On Jan 19, 2014, at 10:15 PM, Michael Spacefalcon wrote:

> Warner Losh <[email protected]> wrote:
> 
>> Also, these systems were not on the internet, so downloading one of the many
>> sources of TAI-UTC differences wasn't an option.
> 
> OK, obviously asking every system to be connected to the Internet
> would be a non-starter, for security etc reasons, but what's wrong
> with dedicated, special-purpose narrowband non-Internet channels?  Why
> not have an old-fashioned modem (as in 9600 baud or slower) dial a
> service such as ACTS that would provide the necessary Earth Correction
> information?  (I realize that ACTS in its present form does not
> provide this information - I'm referring to a hypothetical ACTS-like
> service here.)
> 
> There is a huge difference in terms of security etc exposure between a
> full-blown general purpose TCP/IP stack connected to the public
> Internet and a special-purpose low baud rate serial line.  If you have
> a serial port in your system, and the only piece of code that touches
> this serial port (and even knows about its existence) is the single-
> purpose code that retrieves Earth Correction information, expecting
> just one specific (hard-coded) data format and accepting nothing else,
> where is the risk?

That's why we had redundant CPUs that could cache this data, as well as some 
other tricks that would sometimes allow us to recover the current TAI-UTC 
offset. Some, but not all, failure modes were covered this way. We did failure 
analysis for the customer to show the frequency of the non-compliance to show 
that it wouldn't interfere with their '9's uptime requirement for the entire 
system. These systems weren't really located where reliable phone lines would 
be free enough of noise to get a good modem connection.
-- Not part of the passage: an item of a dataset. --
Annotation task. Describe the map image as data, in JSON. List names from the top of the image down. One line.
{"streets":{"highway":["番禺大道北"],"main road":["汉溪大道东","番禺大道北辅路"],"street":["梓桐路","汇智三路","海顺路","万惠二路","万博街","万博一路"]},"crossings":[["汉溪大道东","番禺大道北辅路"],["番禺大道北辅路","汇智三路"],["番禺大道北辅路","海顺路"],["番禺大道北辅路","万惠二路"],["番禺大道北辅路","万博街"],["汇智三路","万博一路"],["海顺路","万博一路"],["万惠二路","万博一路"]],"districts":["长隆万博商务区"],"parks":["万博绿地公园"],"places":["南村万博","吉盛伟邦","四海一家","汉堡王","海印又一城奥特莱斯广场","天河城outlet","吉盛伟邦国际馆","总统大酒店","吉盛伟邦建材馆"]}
>> We had a requirement that cold spares had to sit on the shelf for up to 5
>> years, and come up in a new system with the correct UTC time within 3 minutes
>> of power being applied.
> 
> It seems to me that the correct solution to a problem like this one is
> that whoever came up with such an unreasonable requirement should be
> removed from office, and replaced with someone who would be more
> reasonable.  Why was this solution not considered?

It was dictated by the up times of the system that this was a component of. 
That solution was considered, but regulations prevented it.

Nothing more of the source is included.